The terraced landscapes are a result of adaptation to difficult topographic conditions as are the Monti Lattari, the mountain chain of the peninsula of Sorrento, on which the Amalfi coast lies. The first reference to a terraced landscape dates back to 1012, when people from Ravello built terraces borne by dry-stone walls, built only from stones and soil. Not only are they permeable to water, also insects and rock plants (such as mosses and lichens) can survive in between them. The agricultural knowledge passed on unchanged during centuries, today’s practices are still the same of those of the XI-XII century.
The plants you can find in the terraced gardens are divided in three levels: the citrus, olive, chestnut, almond and walnut trees, the vineyards, and the vegetables which are grown at the foot of the trees or poles. With such diversity, peasant families used to be almost completely self-sufficient. Most, but not all terraces are determined by dry stone walls. These are important elements of the terraces, together with the water ways in forms of channels and wells, that not only lead water downhill but also recapture some of it for agricultural purposes.
Thus, this kind of agriculture faces a lot of difficulties. The agricultural abandonment as well as urban development lead to a destruction of these landscapes. Younger generations are less interested in agriculture, so they lose the traditional know-how which leads to a neglection of the terraced landscapes. The desire for reduced costs has caused the use of chemical fertilizers and water-impermeable cement to rebuild walls, which eventually destroys not only the terraces, but also the environment. It can lead to inundations and thus represents also a danger for the local communities. Finally, the abandonment of these landscapes also means a decrease in the area’s economy. There are many reasons to get back to that traditional form of agriculture.

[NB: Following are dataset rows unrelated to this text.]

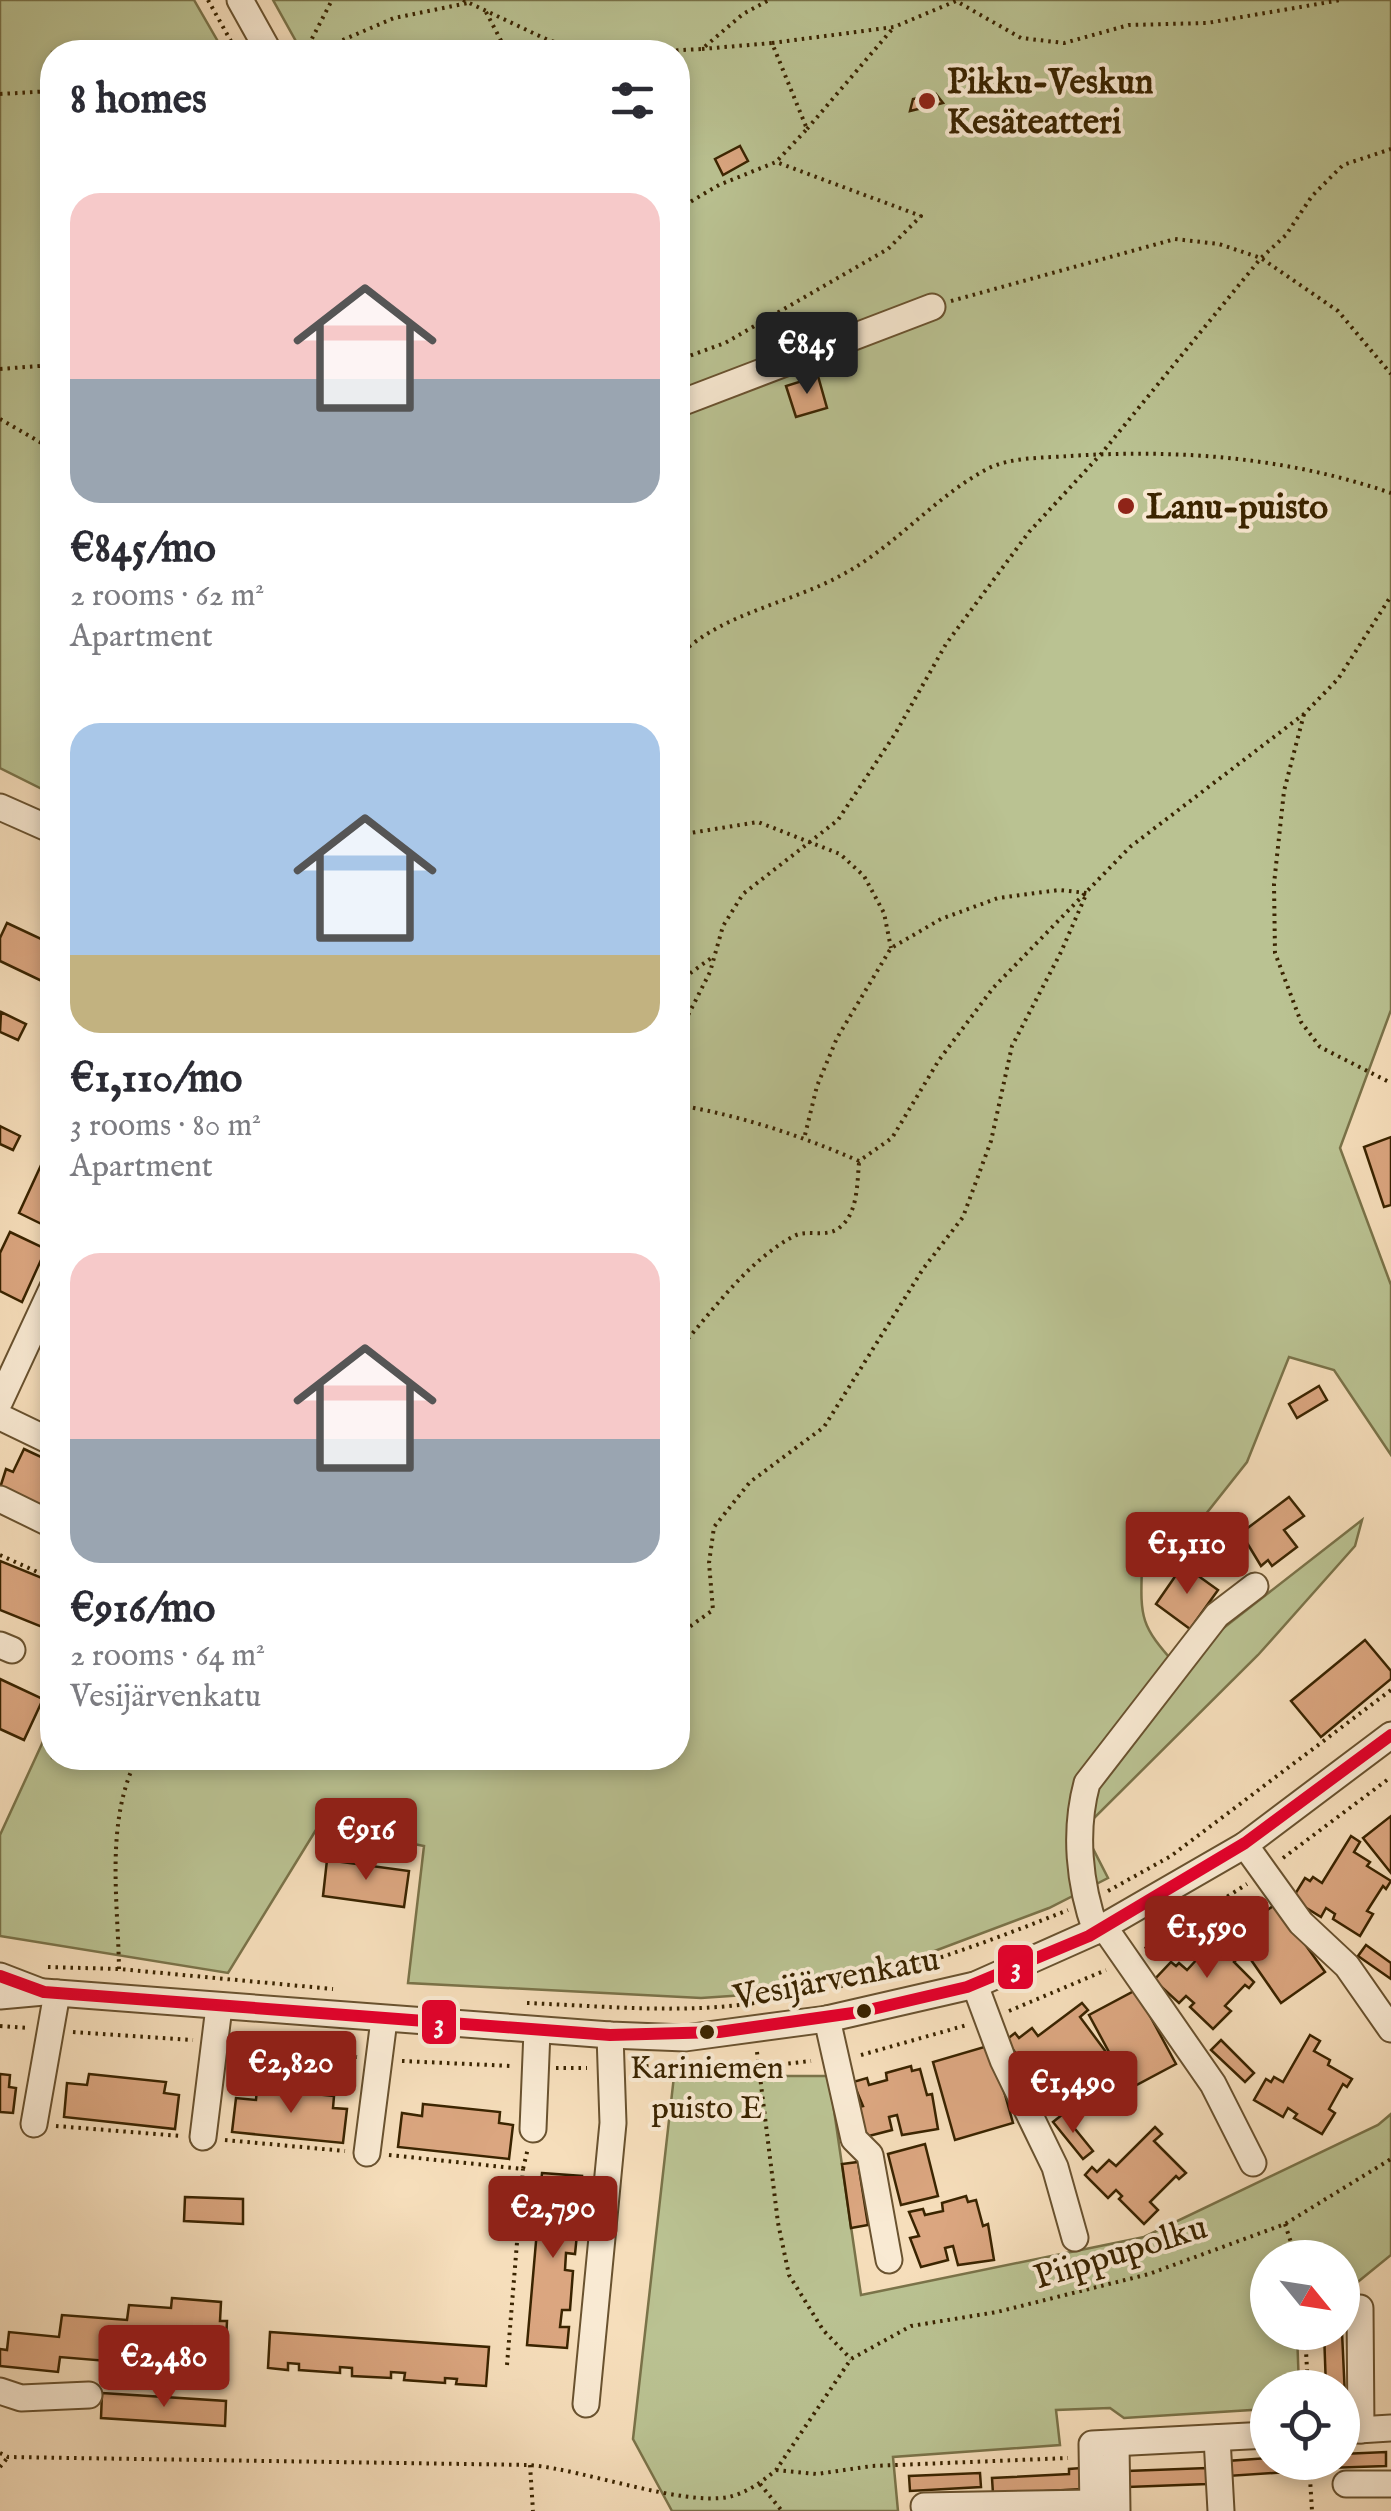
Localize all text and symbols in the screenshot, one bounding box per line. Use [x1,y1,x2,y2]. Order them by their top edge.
place label: Pikku-Veskun Kesäteatteri [947,61,1154,146]
icon: filters [605,73,660,128]
text: 8 homes [70,74,207,127]
marker: Pikku-Veskun Kesäteatteri [916,90,938,112]
icon: home [275,258,455,438]
pin: €845 [748,312,866,397]
text: €845 [778,324,836,365]
place label: Lanu-puisto [1146,486,1328,531]
marker: Lanu-puisto [1115,495,1137,517]
text: €845/mo [70,523,216,576]
text: 2 rooms · 62 m² [70,576,264,617]
text: Apartment [70,617,213,658]
icon: home [275,788,455,968]
text: €1,110/mo [70,1053,242,1106]
text: 3 rooms · 80 m² [70,1106,261,1147]
text: Apartment [70,1147,213,1188]
icon: home [275,1318,455,1498]
pin: €1,110 [1106,1512,1268,1597]
text: €1,110 [1148,1524,1226,1565]
text: €916/mo [70,1583,215,1636]
text: 2 rooms · 64 m² [70,1636,265,1677]
text: Vesijärvenkatu [70,1677,261,1718]
pin: €916 [307,1798,425,1883]
text: €916 [337,1810,395,1851]
pin: €1,590 [1126,1896,1288,1981]
text: €1,590 [1167,1908,1247,1949]
street label: Vesijärvenkatu [729,1937,943,2022]
line badge: 3 [996,1943,1035,1991]
text: 3 [1011,1951,1021,1986]
line badge: 3 [420,1998,458,2046]
unlabelled marker [854,2001,874,2021]
text: 3 [434,2007,444,2042]
marker: Kariniemen puisto E [697,2022,717,2042]
pin: €2,820 [210,2031,372,2116]
text: €2,820 [248,2043,334,2084]
place label: Kariniemen puisto E [630,2049,784,2130]
pin: €1,490 [992,2051,1154,2136]
text: €1,490 [1030,2063,1116,2104]
pin: €2,790 [472,2176,634,2261]
text: €2,790 [510,2188,596,2229]
street label: Piippupolku [1029,2206,1213,2301]
north arrow [1250,2240,1360,2350]
map controls [1250,2240,1360,2480]
pin: €2,480 [83,2325,245,2410]
text: €2,480 [121,2337,208,2378]
button: locate [1250,2370,1360,2480]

So what is next? There are still some craftspeople and experts practicing and having the know-how about maintaining and reconstructing dry-stone walls. It is thus important to pass that knowledge on to younger generations to retain and maintain correct constructions as well as the water channels which are part of the terraces’ infrastructure, to prevent landslides and flooding. Other forms of support could also include subsidies for agriculture’s recovery as well as initiatives of environmental education, such as training courses for workers to get young people’s interest for the maintenance. A mix of traditional knowledge and new environmental-friendly sources of income can improve the economic wealth of the Amalfi Coast.
Acarbio’s work and initiatives are centered around the protection of this ancient cultural landscape. They include the MAB initiative, the Re Fiascone tomato project, the community terrace mapping project open MAPTER, the Francesca Mansi award for environment, and more.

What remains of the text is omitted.